Crimeny, we're in violent agreement! The real task for Chip is to figure out how he can bring a non cycling judge to see that boundary so that he was within it, at least to within a reasonable doubt. I think PP will also be in agreement on this, and I don't think we'll hear about his ride down the middle of that traffic lane on I-5, in the fog, somewhere north of Bakersfield. If he does, I want to hear a report on it. I have no doubt that many times, such a ride would progress all the way to its destination with no incident at all, despite the less than optimal conditions. Most motorists do not drive as I did on that road in my younger days. However, I was not the "one in a million" outlier my wife accused me of being. Fortunately, no cyclists were ever riding down the traffic lane at such times so we'll never know.

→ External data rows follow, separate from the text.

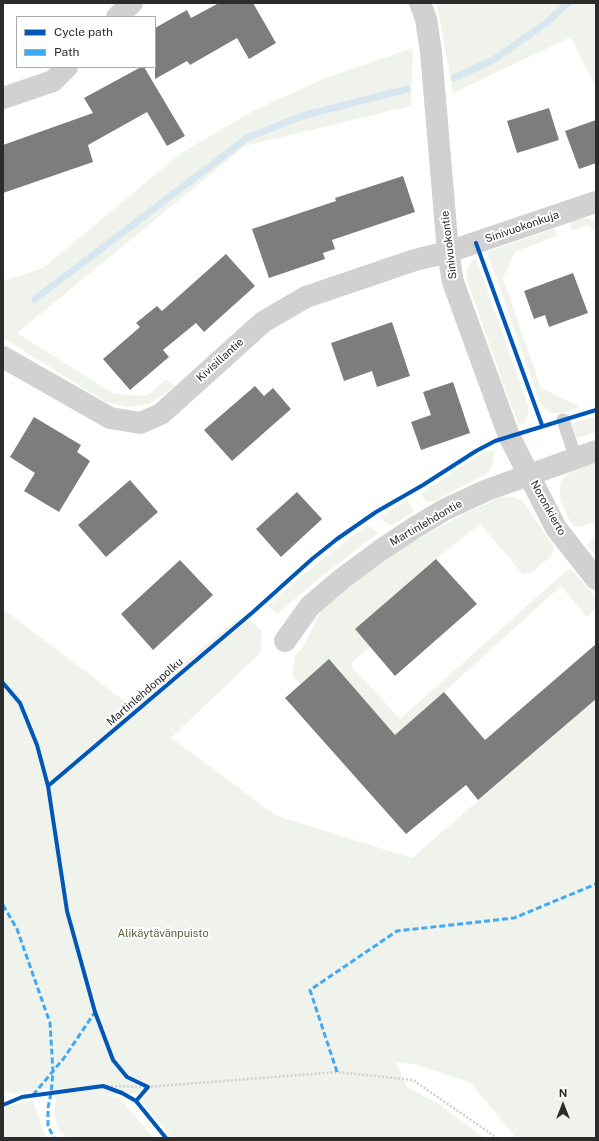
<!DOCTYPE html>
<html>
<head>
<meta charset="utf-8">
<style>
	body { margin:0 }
	#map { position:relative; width:599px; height:1141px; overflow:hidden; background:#fff; font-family:"Public Sans",sans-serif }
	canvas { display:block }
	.frame { position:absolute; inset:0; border:4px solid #2c2c2c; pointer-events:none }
	.legend { position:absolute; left:16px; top:16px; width:140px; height:52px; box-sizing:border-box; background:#fff; border:1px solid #ababab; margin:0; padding:5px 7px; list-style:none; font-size:12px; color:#2c2c2c }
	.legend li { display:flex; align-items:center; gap:8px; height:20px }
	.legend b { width:20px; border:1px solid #ababab }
	.north { position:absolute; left:543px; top:1085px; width:40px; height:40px; -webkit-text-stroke:3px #fff; paint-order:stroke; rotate:0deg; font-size:11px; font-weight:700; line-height:16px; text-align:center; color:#2c2c2c }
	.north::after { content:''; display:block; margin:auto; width:14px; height:18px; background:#2c2c2c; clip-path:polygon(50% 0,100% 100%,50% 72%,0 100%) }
</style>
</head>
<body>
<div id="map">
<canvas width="599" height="1141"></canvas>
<div class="frame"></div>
<ul class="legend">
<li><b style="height:5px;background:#0057b8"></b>Cycle path</li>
<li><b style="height:5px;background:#3fa9f5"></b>Path</li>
</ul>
<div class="north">N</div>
</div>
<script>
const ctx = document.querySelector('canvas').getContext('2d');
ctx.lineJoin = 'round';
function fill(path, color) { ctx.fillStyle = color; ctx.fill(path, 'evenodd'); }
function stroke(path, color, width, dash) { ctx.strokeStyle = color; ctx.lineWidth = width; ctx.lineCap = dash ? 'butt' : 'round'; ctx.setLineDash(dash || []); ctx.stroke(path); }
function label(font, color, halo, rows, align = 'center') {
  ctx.font = font + ' "Public Sans",sans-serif'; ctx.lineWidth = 4; ctx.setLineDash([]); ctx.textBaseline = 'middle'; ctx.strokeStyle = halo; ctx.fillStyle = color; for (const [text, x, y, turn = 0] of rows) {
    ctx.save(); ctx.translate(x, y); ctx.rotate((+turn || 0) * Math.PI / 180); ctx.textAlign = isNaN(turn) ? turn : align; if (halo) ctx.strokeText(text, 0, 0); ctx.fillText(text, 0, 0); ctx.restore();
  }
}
fill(new Path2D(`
	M440,3h156v84l-25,-50 -118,56 -16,-88z
	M413,48l-2,58 -166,40 -228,187 97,61 33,2 19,-17 8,8 -25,17 -22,3 -21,-5 -103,-64v-57l40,-13 137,-114 71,-42 74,-34z
	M587,218l9,3v10l-8,-6 -16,5 -2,-7 9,-4z
	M555,228l2,8 -42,16 -12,26 38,110 39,19c-16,5 -29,13 -40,-4l-53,-151z
	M476,259l52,146v8l-3,10 -6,2 -10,-25 -42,-120c-1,-10 0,-16 9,-21z
	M596,416v16l-19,6 -5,-12 3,-3z
	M495,450l-3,17 -4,6 -54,28 -7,1 -3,-3 -3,-6 63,-41z
	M596,463v59l-16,5 -6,-1c-10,-12 -22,-40 -7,-51 7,-6 20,-9 29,-12z
	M508,496l14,4 29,42 3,5 -2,8 -21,18 -8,1 -43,-50 -44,35 -81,70 15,18 -17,14 -2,5 49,53 166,-148 6,-1 24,27v11l-9,9 -26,-31 -117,106 -33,29 32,69 -114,-130 -29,24 -8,-8 3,-21 7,-6 19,-38 36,-30 48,-34 30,-18 37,-19 27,-12z
	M407,500l7,12 -22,13 -5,-2 -5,-4 -1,-3z
	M367,525l11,8 -57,44 -44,37 -9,-8 27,-25z
	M596,536v20l-9,-11z
	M3,609l128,97 108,-88 13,4 10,9 -2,22 -89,85 106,78 135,42 184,-159v439h-80l-45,-55 -57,-19 -18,-1 11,24 30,16 47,35h-312l-31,-37 8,-8 -43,2 13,3 35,40h-87l-8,-7 -5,-18 2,-14 -4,-12 -36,7 -13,-3z
	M33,1101l13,37h-43v-28l8,-5z`), '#f0f3eb');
stroke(new Path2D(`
	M454,78l39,-18 53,-37 22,-20
	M35,299l212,-161 55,-22 105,-27`), '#d8e7ef', 7);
fill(new Path2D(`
	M219,3h34l23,40 -27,16 -12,-21 -47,27 -3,-4 -32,18v-51l32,-18 4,8z
	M141,67h3l41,69 -18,10 -20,-34 -59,33 5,17 -90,31v-48l90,-32 -9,-15z
	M549,108l10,32 -42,13 -10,-32z
	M596,120v43l-17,6 -14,-38z
	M403,176l12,36 -83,28 3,9 -12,4 2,6 -56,19 -17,-49 84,-28 -1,-3z
	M226,254l29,32 -51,46 -8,-9 -33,27 6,7 -39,33 -27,-31 37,-32 -4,-4 21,-17 5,5z
	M573,273l15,40 -39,14 -4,-12 -11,4 -10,-28z
	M392,322l18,54 -33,11 -5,-16 -28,10 -13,-38z
	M453,382l17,51 -49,17 -10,-28 20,-7 -8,-23z
	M255,386l9,10 9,-8 18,21 -59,52 -28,-31z
	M34,417l47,28 -4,7 13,9 -31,51 -35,-21 11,-18 -25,-16z
	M130,480l28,32 -52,45 -28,-32z
	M297,492l25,27 -41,38 -25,-28z
	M436,559l41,45 -82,72 -40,-47z
	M180,560l33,35 -60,55 -32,-36z
	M596,644v55l-118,101 -12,-15 -60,49 -121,-136 44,-39 66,76 49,-43 41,48z`), '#7d7d7d');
stroke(new Path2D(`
	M103,1086l45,1 189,-15 76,8 84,58
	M3,1100l3,3`), '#d1d1d1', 2.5, [2, 2]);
stroke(new Path2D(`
	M563,420l13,39`), '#d1d1d1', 13);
stroke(new Path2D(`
	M420,3l6,16 5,33 17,200 5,30 56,154 47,92 40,51
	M117,17l15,-14
	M3,98l50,-17 14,-14
	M3,357l107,61 30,5 21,-9 102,-92 43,-25 109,-37 33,-8 148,-50`), '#d1d1d1', 22);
stroke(new Path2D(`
	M285,641l25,-35 33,-28 38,-28 33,-22 30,-18 43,-20 109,-39`), '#d1d1d1', 22);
stroke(new Path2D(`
	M3,905l14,24 33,94 3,49 -2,21 -3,15v18l6,12
	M337,1072l-27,-82 87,-59 117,-13 82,-34
	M33,1095l31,-37 31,-46`), '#3fa9f5', 3, [6, 3]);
stroke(new Path2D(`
	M476,243l66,182
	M3,683l17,20 17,42 11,41 19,125 28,101 18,48 14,17 21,10 -12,14 30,37
	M48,786l205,-174 59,-53 25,-20 39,-27 47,-27 53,-34 19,-10 101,-31
	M3,1105l19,-8 81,-11 19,7 14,8`), '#0057b8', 4);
label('11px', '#2c2c2c', '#fff', [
	["Sinivuokonkuja",522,227,-19],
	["Sinivuokontie",449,245,-97],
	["Kivisillantie",220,360,-42],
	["Noronkierto",548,508,61],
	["Martinlehdontie",426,523,-30],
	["Martinlehdonpolku",145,692,-41]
]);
label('11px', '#52643d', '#fff', [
	["Alikäytävänpuisto",163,934]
]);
</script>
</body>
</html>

It really OUGHT to be the cyclist's call. I do think that even motorists may understand THAT concept if it is put that way, though they may well think they'd make an entirely different choice. Any motorist knows that it is the one making the left turn that has to make the decision on when it is safe to actually step on the gas. The charge is whether they believe that Chip made a REASONABLE choice, not if he necessarily made the same choice they would have made. The defense case needs to be simple and clear. He was trucking along as fast as was practical for him and he was riding where his experience told him they'd see him and adjust their actions as soon as possible. He'd have moved over to the shoulder if he'd felt it was more sensible, but he knew that most cyclists get clipped from the side. And that's exactly how he WAS riding. His task is to show that it was reasonable for him to feel that moving on to the shoulder could not be done safely. The "necessary" part is irrelevant if moving onto the shoulder is not safe. Nobody would quibble if there were an 18 wheeler parked on the shoulder. Piles of debris, likewise. An occasional driveway - gets more difficult. Arguing "may" verus "must" is tougher since that word "necessary" is hanging there, without a lot of context.

It's why they have courts. The laws are not like recipes on how to boil water.

I do not believe that motorists in judgment of cyclists need be contrary to cyclists' views, despite having personally witnessed the ChipSeal case. There is a lot of truth to the "behave as a vehicle, be treated as a vehicle" principle. It's one reason I'm CRAZY about signals. Much more than stuff like helmets, it sends a "here's a legitimate vehicle operator at work" message to motorists. People that ride on sidewalks and shoot through red lights don't do turn and stop signals. Mostly, motorists respect that message and they'll actually cut the cyclist more slack than they would another motorist. That's true even if they have no clue what the signal actually means. It's one reason "Keri Waves" work so well.